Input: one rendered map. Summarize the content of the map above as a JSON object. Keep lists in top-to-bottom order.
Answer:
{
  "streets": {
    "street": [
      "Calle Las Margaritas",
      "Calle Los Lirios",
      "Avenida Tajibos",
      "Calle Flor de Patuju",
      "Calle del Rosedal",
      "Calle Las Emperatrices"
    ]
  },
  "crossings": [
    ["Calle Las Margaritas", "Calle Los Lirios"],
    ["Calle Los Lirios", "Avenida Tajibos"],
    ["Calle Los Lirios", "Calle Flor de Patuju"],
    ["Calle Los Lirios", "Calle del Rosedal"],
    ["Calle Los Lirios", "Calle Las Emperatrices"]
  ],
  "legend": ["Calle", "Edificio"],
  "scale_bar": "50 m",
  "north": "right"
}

+++

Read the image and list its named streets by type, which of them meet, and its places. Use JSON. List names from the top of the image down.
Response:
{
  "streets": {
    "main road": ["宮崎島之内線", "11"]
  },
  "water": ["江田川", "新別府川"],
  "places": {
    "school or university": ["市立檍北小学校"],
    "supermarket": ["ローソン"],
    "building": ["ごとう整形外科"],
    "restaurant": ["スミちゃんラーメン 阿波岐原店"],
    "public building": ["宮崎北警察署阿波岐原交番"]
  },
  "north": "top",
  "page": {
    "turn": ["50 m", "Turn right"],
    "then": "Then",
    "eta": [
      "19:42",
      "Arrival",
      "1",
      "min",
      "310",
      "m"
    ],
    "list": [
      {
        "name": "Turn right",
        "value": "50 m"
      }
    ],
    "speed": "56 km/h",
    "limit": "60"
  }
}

+++

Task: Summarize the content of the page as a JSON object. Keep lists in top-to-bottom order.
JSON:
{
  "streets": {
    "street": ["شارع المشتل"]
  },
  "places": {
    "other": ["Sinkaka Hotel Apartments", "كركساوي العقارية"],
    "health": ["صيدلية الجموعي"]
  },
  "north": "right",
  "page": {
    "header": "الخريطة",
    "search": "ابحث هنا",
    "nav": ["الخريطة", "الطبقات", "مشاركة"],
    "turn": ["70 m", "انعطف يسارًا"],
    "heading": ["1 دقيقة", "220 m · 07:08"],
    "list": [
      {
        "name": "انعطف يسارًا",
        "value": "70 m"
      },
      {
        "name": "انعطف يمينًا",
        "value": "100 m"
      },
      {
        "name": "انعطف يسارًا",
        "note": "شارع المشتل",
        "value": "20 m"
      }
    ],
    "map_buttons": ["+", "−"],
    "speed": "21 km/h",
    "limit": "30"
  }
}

+++

What is needed: Copy each line from the entries above that has the word "content" in it.

Expected answer:
Input: one rendered map. Summarize the content of the map above as a JSON object. Keep lists in top-to-bottom order.
Task: Summarize the content of the page as a JSON object. Keep lists in top-to-bottom order.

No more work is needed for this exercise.